Instructions for the task =
Look through the listing below for the string "down". Show each line where it occurs.

Records shown =
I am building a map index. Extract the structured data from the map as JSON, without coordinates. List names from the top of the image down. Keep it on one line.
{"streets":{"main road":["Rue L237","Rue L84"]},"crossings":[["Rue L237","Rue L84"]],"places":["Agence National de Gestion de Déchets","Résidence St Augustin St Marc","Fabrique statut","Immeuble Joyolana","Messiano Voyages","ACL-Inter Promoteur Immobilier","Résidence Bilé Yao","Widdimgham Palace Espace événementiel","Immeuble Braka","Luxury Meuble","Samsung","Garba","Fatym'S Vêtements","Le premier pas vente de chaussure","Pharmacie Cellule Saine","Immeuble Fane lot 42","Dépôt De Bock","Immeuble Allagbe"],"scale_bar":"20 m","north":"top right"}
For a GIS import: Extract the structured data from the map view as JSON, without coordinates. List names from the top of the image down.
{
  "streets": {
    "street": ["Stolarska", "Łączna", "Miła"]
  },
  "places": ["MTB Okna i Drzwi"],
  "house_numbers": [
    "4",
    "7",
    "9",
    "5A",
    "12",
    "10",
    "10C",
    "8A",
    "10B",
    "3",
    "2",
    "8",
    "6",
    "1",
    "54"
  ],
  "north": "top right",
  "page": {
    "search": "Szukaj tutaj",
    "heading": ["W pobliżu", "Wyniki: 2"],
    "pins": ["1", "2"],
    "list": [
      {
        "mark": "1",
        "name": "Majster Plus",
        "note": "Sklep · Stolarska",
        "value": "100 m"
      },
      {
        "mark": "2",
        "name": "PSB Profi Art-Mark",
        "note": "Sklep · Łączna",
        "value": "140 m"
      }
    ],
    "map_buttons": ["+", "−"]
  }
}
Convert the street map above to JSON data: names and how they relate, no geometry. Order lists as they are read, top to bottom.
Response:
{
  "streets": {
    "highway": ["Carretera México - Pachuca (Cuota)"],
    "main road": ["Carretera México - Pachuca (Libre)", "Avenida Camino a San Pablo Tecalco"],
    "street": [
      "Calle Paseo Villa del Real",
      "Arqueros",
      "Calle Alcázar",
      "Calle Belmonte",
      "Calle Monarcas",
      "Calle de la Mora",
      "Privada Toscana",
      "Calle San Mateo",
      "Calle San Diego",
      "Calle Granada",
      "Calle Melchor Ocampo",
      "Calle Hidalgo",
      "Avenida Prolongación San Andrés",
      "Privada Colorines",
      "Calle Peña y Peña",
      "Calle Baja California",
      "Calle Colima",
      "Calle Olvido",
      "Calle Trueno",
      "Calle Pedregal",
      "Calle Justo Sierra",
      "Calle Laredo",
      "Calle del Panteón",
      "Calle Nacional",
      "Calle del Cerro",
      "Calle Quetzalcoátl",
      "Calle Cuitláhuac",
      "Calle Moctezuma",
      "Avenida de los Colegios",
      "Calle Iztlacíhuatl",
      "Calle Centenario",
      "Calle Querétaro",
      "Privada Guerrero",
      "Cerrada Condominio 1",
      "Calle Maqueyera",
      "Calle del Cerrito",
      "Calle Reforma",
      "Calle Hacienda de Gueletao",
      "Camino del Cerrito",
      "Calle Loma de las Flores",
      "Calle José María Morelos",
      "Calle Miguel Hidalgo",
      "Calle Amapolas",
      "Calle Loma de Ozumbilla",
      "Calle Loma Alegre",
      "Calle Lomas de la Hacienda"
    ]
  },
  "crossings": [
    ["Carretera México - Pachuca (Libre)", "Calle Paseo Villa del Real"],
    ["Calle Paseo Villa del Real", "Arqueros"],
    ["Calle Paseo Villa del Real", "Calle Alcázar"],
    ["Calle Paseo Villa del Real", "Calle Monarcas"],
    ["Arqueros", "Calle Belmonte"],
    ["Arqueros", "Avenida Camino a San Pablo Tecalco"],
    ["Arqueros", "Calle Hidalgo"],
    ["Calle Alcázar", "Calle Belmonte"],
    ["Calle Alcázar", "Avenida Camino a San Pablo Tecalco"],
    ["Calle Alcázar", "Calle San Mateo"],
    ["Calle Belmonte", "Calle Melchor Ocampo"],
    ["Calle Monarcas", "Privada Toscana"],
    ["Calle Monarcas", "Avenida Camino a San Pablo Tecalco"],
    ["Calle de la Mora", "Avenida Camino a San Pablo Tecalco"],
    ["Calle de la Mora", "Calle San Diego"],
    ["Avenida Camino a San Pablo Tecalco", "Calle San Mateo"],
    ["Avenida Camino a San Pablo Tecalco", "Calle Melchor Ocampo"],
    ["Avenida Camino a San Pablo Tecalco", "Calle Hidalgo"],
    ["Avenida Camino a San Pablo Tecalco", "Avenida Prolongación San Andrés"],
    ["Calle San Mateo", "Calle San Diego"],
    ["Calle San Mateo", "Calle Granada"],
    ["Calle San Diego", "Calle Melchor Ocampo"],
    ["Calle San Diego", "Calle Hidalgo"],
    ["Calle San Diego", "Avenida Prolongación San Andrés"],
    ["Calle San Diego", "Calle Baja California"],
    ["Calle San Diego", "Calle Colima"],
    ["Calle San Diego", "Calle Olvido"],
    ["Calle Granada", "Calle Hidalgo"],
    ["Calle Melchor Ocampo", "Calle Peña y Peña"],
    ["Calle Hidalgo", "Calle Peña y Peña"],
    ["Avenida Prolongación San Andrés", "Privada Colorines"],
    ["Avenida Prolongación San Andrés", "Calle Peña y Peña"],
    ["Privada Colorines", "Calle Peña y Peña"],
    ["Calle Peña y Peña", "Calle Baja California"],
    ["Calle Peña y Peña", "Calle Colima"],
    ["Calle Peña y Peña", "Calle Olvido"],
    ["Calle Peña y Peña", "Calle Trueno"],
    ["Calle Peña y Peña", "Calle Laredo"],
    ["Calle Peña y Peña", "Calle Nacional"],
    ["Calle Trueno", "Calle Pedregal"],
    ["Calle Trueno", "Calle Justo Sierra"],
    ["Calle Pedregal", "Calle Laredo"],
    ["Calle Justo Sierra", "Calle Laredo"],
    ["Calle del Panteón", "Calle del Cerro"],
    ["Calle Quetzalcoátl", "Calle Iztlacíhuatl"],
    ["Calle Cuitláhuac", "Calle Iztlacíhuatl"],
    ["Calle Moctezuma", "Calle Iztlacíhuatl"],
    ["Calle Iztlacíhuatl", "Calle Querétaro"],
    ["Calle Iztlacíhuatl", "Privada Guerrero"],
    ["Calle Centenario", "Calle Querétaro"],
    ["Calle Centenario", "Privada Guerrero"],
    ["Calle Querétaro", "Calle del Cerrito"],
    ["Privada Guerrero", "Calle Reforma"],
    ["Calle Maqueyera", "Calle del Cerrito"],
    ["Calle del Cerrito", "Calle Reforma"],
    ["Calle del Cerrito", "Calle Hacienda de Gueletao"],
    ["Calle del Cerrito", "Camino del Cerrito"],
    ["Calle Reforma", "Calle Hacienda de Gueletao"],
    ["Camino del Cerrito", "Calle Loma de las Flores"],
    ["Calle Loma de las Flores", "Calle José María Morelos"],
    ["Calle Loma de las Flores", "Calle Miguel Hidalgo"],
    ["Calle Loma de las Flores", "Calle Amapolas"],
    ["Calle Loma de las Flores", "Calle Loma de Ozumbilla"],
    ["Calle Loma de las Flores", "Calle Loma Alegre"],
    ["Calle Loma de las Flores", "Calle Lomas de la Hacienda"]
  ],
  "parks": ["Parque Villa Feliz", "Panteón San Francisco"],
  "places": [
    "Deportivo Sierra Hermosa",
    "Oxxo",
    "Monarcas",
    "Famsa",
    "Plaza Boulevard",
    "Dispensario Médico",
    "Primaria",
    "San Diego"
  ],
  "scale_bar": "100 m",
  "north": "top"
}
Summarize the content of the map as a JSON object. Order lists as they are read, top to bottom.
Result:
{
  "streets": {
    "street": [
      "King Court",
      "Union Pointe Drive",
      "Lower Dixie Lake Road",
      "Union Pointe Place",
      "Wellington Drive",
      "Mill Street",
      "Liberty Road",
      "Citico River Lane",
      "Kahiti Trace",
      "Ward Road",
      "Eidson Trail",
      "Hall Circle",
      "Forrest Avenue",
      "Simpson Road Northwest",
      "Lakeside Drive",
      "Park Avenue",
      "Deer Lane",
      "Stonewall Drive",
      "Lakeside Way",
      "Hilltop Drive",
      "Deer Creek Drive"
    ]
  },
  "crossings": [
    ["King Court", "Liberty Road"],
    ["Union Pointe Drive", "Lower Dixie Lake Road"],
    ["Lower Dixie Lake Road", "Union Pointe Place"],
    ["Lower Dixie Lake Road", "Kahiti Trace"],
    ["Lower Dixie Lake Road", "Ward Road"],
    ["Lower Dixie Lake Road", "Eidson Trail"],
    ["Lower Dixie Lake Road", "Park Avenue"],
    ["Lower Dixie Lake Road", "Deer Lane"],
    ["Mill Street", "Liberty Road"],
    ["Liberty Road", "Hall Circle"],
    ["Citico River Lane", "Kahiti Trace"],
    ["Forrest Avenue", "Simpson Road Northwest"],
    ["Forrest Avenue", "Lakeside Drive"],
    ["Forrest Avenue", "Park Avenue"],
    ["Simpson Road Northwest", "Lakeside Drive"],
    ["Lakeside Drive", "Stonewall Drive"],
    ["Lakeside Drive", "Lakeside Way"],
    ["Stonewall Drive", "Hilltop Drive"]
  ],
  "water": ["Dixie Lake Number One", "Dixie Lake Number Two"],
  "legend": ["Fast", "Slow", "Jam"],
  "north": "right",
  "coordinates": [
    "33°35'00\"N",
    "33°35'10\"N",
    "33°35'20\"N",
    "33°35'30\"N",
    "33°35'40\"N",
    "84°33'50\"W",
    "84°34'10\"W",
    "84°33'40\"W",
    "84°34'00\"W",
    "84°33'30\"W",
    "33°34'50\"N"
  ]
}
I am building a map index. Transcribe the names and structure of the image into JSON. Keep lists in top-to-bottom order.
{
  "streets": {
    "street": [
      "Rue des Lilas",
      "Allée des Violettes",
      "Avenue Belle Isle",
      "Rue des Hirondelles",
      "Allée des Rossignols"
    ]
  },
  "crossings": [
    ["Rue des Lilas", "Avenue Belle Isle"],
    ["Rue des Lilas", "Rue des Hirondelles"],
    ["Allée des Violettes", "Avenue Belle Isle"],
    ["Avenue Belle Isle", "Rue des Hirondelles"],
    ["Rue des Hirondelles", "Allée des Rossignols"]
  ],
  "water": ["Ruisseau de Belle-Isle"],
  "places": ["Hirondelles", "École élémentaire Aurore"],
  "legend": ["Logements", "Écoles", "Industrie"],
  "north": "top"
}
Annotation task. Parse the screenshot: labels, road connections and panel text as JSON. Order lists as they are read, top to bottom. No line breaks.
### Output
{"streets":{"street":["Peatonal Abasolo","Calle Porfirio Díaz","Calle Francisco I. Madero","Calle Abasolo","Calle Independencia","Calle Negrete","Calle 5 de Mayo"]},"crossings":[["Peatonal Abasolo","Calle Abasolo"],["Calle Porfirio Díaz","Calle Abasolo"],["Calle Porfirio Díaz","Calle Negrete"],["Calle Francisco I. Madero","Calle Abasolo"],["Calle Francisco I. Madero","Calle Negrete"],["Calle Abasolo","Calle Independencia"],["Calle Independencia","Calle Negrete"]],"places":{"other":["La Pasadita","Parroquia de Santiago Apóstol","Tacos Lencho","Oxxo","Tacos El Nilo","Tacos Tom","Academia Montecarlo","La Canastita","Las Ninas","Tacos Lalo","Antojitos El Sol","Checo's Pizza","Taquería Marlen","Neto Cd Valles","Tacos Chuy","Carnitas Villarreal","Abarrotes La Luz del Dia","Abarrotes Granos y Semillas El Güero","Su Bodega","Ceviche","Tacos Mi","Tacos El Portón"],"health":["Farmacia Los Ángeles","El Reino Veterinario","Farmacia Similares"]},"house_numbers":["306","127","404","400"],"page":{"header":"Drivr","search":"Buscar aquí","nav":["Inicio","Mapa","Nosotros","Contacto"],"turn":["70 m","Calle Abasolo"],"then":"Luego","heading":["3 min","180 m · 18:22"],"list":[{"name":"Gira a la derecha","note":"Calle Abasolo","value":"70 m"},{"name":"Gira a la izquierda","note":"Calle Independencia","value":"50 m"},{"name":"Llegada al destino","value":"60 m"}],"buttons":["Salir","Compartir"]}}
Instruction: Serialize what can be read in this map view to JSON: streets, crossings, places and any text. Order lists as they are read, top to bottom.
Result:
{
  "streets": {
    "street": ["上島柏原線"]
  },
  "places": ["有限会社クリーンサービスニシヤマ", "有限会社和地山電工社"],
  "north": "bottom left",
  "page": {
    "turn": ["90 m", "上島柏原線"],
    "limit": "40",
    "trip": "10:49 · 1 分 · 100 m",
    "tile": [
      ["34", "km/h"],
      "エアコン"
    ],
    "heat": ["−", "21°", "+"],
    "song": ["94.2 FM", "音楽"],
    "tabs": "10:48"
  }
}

Response to the task =
I am building a map index. Extract the structured data from the map as JSON, without coordinates. List names from the top of the image down. Keep it on one line.
For a GIS import: Extract the structured data from the map view as JSON, without coordinates. List names from the top of the image down.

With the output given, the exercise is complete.